■ **What to work on**
Which of the lines below holds the string "Lubbock"? Copy every line that does.

Dataset entries:
# # # # # # #

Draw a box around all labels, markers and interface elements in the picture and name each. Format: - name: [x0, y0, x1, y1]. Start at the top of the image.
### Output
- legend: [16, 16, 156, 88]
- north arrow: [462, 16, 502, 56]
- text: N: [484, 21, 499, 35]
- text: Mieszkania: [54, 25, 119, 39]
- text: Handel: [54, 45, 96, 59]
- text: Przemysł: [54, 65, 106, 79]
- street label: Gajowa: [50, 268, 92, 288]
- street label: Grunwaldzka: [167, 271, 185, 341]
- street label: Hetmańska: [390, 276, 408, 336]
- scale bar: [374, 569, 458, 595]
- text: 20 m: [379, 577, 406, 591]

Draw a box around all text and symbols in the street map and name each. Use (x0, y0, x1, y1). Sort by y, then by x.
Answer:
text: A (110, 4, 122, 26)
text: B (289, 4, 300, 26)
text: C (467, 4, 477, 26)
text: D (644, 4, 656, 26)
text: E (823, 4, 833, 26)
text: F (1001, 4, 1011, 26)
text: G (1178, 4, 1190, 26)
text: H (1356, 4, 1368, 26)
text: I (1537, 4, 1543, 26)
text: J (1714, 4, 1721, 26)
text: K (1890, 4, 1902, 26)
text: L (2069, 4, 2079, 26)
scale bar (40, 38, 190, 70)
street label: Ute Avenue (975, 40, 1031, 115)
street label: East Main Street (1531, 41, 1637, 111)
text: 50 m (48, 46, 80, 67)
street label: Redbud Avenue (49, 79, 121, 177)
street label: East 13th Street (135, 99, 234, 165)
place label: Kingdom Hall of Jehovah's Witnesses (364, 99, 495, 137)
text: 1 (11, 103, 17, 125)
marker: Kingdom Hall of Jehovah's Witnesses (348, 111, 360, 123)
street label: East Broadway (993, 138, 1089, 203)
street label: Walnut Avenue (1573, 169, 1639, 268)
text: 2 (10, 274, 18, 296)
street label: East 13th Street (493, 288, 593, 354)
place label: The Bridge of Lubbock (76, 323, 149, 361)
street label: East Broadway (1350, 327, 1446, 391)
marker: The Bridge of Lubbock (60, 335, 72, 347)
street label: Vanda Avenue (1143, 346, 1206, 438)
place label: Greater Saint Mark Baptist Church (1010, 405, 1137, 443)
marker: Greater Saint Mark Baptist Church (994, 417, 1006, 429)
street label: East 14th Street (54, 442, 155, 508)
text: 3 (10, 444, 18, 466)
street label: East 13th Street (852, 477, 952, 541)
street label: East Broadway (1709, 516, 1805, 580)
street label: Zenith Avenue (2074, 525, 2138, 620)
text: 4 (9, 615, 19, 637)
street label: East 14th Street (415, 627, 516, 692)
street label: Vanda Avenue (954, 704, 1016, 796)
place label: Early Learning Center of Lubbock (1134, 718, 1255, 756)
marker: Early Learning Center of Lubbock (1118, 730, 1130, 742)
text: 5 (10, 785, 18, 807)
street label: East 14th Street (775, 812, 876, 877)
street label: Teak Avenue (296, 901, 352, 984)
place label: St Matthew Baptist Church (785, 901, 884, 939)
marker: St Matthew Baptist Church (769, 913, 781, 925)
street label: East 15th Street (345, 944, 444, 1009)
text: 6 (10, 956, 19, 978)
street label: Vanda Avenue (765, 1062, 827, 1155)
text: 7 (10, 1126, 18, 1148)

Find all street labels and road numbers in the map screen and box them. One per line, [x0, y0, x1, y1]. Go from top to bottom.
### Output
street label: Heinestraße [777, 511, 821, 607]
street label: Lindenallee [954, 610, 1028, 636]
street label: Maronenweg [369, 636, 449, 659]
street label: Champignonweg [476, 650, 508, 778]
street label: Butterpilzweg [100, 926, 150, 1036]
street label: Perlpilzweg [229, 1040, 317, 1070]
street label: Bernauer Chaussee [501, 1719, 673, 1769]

# # # # # # #

■ **Written answer**
place label: The Bridge of Lubbock (76, 323, 149, 361)
marker: The Bridge of Lubbock (60, 335, 72, 347)
place label: Early Learning Center of Lubbock (1134, 718, 1255, 756)
marker: Early Learning Center of Lubbock (1118, 730, 1130, 742)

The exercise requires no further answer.